Fifth Avenue was crowded with carriages. Despite the truly arctic cold, the whole town was busy paying calls.

“Where are we going?” I asked as we lurched slowly through the confusion of carriages in Madison Square.

“You’ll see. I’ve got more news from Washington for you.”

“About Babcock?”

“About a member of the President’s official family who has been selling federal offices. When do you go to Washington?”

“February fifteenth.”

“Well, you’ll be there in time. Fireworks, I should say. How do you put up with all those Apgars?”

“The same way I endured my wife’s family.” But this was an exaggeration, since the Traxlers are noted for their charm as well as for their Swiss rectitude.

Approaching the spireless raw-looking St. Patrick’s Cathedral, our carriage slowed down. “Are we to go to mass, Jamie? I know that your father died in the arms of mother church but ...”

“We go to other arms, Charlie. The most amusing in New York.”

Somewhat to my horror, as well as secret delight, the carriage stopped in front of the brownstone and pink Parian marble mansion of Madame Restell, the wickedest woman in New York.

I knew the house of course. Not a single hackdriver has neglected to point out to me the mansion where for twenty years has lived in splendour the city’s most celebrated abortionist. It is said that some of the very grandest ladies have visited the mansion, entering through a side door in Fifty-second Street. Most of Madame’s clients, however, are catered for in her Chambers Street clinic. For thirty years the pulpits and the newspaper press have denounced this fiend, but so far she managed, luxuriously, to survive everything and everyone by the usual expedient of buying the police and the politicians.

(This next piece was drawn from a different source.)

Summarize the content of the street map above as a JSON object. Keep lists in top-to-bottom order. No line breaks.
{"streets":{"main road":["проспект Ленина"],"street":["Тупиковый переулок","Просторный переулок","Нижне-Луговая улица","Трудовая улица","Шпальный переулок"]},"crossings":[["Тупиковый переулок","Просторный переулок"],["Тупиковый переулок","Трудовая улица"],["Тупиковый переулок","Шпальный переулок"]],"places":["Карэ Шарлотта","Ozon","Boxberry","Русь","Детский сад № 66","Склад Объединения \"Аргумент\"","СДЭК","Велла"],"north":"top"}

Those she cannot buy she is usually able to intimidate, since, sooner or later, most families in New York have at least one member who requires Madame’s services as “midwife,” which is how she describes herself in the advertisements she places in the
Herald
, and, technically speaking, she
is
a midwife: much of her work is discreetly delivering unwanted babies and then selling them to childless families.

“I cannot imagine you ever setting foot in this house, Jamie.”

“Father always said, ‘Keep in good with your advertisers.’ Anyway she’s a rare sort.”

Madame Restell indeed proved to be a rare sort. She is about my age, very richly got up in diamonds and black lace. La Restell’s drawing room is as pretentious as that of Mrs. Astor except that her pictures are better and the furniture not as good. The guests are almost interchangeable. By that I mean the twenty or thirty gentlemen I met are no different in kind from Ward McAllister’s chosen few; the same mixture of railroad tycoons, rich lawyers, idle clubmen. The ladies, on the other hand, are bolder and far more glittering than the ones to be seen acting as ferns and thorns to the Mystic Rose.

Madame greeted me warmly. “So good of Jamie to bring you. I’ve known him since he was a young lad.”

“She was married to one of our compositors at the
Herald
.”
Jamie meant to put her in her place, but she is very much in place at all times, and that is on high.

“My husband thought the world of your dear father. In fact, when Mr. Bennett was horsewhipped in the street by that politician, what’s his name?” She turned to me. “This was years ago, Mr. Schuyler. My Charlie was the first to come to old Mr. Bennett’s aid.”

Brava
, Madame Restell, I thought to myself. Jamie glowered; then wandered off to a small parlour where a number of gentlemen were at cards. The effect of Madame Restell’s rooms is not unlike that of an excellent men’s club.

I spoke to her in French. She laughed. “I’m no more French than you, Mr. Schuyler. My mother was called Restell, and when I set myself up in business I took her name, not wanting to embarrass others. Actually, I’m born and bred a Gloucestershire woman.” And she does still retain the accent of her country as well as of her class, which was, I should think, quite as low as now it is elevated. But she is not one for pretenses.

“Let’s sit down. I’ve been on my feet since noon.”

I sat beside her on a sofa; and took a whisky punch from a waiter in black, with a white tie like an usher at a wedding. I seem full of Hymenal images this evening, not to mention Venereal.